Throughout Turkish constitutional history, the judicial enforcement of una­mendability emerged as an issue with regard to attempts to amend normally amendable clauses, rather than the unamendable ones.[1291] In the practice of the TCC, we witness the extension of the effect of the unamendability clause to amendments that the clause does not, in fact, protect from change. The Court’s argument is that amendments to normally amendable clauses may hollow out the fundamentals of the constitution and can thus violate the unamendability clause. Hence, we face the conundrum of the unamendability of amendable clauses.

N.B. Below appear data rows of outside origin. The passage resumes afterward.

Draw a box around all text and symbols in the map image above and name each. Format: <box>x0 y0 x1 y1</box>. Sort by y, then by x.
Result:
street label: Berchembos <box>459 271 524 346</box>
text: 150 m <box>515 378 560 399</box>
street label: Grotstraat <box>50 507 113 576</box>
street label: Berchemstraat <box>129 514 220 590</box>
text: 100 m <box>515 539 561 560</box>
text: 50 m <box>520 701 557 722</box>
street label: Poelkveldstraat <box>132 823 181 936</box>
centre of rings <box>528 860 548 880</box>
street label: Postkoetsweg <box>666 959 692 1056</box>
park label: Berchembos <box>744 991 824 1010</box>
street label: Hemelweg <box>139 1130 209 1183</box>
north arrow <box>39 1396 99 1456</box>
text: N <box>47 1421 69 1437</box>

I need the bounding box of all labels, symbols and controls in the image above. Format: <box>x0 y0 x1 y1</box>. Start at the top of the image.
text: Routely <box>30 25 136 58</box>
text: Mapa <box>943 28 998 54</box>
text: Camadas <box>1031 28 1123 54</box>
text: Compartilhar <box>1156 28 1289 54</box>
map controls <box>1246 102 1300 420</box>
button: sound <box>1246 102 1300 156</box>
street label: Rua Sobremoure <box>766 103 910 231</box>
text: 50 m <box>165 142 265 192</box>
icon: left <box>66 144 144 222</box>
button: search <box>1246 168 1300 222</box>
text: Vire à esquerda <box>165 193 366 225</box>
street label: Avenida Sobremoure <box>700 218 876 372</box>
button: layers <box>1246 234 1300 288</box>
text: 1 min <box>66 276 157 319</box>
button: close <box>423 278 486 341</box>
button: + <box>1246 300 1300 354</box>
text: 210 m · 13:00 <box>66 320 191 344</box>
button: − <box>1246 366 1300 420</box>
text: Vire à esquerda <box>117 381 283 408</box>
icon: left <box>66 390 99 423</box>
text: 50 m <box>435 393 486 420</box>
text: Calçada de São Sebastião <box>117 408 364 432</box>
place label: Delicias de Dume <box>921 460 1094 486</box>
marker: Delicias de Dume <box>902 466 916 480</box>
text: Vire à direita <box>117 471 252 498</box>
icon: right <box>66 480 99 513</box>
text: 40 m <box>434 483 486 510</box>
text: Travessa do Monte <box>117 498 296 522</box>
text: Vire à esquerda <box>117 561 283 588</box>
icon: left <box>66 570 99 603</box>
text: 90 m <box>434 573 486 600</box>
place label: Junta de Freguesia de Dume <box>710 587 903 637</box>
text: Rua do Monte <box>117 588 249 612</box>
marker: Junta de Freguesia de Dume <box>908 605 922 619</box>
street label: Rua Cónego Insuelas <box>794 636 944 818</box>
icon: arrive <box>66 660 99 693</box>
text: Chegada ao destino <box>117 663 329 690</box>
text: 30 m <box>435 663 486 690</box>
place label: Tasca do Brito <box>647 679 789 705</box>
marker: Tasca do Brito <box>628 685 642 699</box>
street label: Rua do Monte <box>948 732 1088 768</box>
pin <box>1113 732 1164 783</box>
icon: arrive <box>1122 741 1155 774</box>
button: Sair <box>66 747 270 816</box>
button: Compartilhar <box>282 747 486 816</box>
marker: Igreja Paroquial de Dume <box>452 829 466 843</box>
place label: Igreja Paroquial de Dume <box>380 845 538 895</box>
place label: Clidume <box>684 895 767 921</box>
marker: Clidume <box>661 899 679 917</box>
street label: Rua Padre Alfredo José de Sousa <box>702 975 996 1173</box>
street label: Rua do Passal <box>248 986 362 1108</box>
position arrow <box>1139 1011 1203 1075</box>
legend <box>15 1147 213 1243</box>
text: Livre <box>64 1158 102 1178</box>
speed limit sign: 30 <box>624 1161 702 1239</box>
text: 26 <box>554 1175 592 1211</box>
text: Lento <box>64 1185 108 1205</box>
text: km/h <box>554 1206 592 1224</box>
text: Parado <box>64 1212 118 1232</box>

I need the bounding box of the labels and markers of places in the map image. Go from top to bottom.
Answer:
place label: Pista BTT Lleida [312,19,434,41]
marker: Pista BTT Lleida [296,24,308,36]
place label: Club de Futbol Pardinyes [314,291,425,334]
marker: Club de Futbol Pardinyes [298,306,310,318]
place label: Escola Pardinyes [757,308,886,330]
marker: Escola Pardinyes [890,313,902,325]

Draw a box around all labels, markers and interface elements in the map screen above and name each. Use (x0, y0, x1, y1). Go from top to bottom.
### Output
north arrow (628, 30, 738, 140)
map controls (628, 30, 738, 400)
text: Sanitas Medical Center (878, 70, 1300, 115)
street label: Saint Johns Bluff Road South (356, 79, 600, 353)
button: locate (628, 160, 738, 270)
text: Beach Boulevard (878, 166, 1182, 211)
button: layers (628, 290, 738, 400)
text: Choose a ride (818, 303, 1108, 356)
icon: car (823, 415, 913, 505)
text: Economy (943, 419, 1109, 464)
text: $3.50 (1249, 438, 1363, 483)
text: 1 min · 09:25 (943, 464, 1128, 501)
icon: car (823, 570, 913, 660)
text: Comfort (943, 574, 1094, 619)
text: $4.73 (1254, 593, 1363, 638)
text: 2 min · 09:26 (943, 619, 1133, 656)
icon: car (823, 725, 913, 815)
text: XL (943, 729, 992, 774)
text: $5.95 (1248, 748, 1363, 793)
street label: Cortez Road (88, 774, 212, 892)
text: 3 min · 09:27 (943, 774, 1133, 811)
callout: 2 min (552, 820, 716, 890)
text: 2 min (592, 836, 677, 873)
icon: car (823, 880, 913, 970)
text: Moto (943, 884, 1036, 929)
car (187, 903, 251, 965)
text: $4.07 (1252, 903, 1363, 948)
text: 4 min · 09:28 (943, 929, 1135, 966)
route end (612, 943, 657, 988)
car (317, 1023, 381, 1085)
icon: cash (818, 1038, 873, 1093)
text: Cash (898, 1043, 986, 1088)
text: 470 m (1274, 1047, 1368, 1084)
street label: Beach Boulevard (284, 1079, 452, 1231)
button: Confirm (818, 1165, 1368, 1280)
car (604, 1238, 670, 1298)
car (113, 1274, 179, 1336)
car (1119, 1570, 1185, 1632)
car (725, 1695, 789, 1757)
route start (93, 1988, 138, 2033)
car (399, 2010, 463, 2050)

Constitutional amendment as a specific legal procedure in Turkish constitu­tionalism is historically significant, as the Republic of Turkey was founded in 1923 with a constitutional amendment to the 1921 Constitution.[1292] A year later, the 1924 Constitution marked the first unamendable provision in Turkish constitutional history. Article 102 of the constitution explicitly prohibited any amendment pro­posals to Article 1 specifying the form of the state as a republic. During the period the 1924 Constitution was in place, no attempts for such a proposal have been made.

Moreover, there was no authorised body to exercise constitutionality review of laws during that period. There were several attempts to exercise decentralised constitutionality review by first instance courts, with two bills in this regard failing in Parliament.[1293] Therefore, the unamendability of Article 1 remained a political question during this period, rather than a legal one.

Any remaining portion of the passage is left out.